Situering van het nanofiltratiegebied ten opzichte van omgekeerde osmose en ultrafiltratiemembranen
Nanofiltratiemembranen zijn poreus zodat de scheiding van ongeladen deeltjes, net zoals bij micro- en ultrafiltratie, kan gebeuren op basis van zeefwerking. Dit scheidingsmechanisme berust op het grote verschil tussen de deeltjesgrootte en de porindiameter. De poriëngrootte van, een ultra- of een nanofiltratiemembraan wordt gekarakteriseerd door een cut-offwaarde. Deze waarde komt overeen met het molecuulgewicht van het molecule dat voor 90 % door het membraan wordt tegengehouden. De cut-offwaarde kan bijgevolg, net zoals het molecuulgewicht, worden uitgedrukt in Dalton of zonder eenheid worden weergegeven (Dalton = gewicht in gram van 1 mol van het molecule). Volgens deze terminologie situeert een typisch nanofiltratiemembraan zich in het cut-offgebied van 200 - 1 000 Dalton, afhankelijk van de structuur.
Dat betekent dat micropolluenten zoals pesticiden, herbiciden en insecticiden, alsook andere laagmoleculaire componenten zoals kleurstoffen en suikers, in hoge mate door een nanofiltratiemembraan tegengehouden kunnen worden. Een ultrafiltratiemembraan daarentegen heeft een hogere cut-offwaarde, typisch in het gebied van 10 000 - 100 000 Dalton en zal enkel hoogmoleculaire componenten zoals polymeren tegenhouden.
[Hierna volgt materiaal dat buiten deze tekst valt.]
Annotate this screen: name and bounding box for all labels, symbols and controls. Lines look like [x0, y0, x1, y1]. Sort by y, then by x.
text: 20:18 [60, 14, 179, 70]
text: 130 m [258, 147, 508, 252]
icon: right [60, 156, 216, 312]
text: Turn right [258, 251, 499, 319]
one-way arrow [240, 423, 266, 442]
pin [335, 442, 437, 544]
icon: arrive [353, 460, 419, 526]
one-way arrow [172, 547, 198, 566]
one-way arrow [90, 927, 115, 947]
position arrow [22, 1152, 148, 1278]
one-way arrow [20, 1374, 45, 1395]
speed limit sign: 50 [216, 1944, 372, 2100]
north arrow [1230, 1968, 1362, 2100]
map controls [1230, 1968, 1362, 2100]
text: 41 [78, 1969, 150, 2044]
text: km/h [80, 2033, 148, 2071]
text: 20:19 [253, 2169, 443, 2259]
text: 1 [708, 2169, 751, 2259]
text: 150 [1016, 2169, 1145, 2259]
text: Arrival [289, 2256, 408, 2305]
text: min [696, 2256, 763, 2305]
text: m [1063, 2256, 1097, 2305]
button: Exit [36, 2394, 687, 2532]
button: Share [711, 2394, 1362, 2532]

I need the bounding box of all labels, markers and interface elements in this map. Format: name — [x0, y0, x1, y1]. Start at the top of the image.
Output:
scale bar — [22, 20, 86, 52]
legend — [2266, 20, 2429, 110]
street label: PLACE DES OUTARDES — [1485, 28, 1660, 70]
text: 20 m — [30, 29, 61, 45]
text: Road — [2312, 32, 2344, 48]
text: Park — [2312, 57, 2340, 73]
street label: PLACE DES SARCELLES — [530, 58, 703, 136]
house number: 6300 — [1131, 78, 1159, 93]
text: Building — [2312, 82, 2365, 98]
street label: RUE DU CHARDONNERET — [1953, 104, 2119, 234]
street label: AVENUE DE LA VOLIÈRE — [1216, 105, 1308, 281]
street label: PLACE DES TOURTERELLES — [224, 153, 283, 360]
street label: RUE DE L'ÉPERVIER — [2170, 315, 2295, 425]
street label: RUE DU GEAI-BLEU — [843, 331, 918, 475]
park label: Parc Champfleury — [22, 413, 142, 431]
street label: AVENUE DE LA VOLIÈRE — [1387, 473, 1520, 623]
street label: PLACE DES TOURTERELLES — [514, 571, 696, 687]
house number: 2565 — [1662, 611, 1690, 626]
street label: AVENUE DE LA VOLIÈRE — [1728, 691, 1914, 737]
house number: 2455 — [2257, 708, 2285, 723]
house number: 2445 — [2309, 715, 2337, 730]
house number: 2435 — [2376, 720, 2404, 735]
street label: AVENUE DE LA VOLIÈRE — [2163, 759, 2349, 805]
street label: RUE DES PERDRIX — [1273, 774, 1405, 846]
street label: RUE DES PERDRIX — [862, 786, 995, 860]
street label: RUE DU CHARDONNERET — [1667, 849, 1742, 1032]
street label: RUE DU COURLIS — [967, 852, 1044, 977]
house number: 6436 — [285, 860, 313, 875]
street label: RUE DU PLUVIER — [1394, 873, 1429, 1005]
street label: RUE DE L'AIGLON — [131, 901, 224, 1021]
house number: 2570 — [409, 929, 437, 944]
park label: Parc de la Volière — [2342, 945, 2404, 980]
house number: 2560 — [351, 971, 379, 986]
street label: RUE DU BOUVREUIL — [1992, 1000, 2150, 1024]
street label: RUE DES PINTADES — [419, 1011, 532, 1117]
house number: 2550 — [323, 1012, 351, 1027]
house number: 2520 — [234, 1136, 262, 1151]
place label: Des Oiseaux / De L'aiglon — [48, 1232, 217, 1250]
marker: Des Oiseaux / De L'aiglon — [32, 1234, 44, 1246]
De figuur geeft een illustratie van het werkingsgebied van nanofiltratie, duidelijk afgelijnd door de membraanprocessen ultrafiltratie en omgekeerde osmose.
Naast de cut-offwaarde wordt een nanofiltratiemembraan ook gekarakteriseerd door de retentie voor geladen deeltjes. Uit de figuur volgt dat de zoutretentie (hier voor KCl) voor een typisch nanofiltratiemembraan beduidend lager is dan voor omgekeerde osmose, terwijl voor ultrafiltratie de zoutretentie naar nul gaat.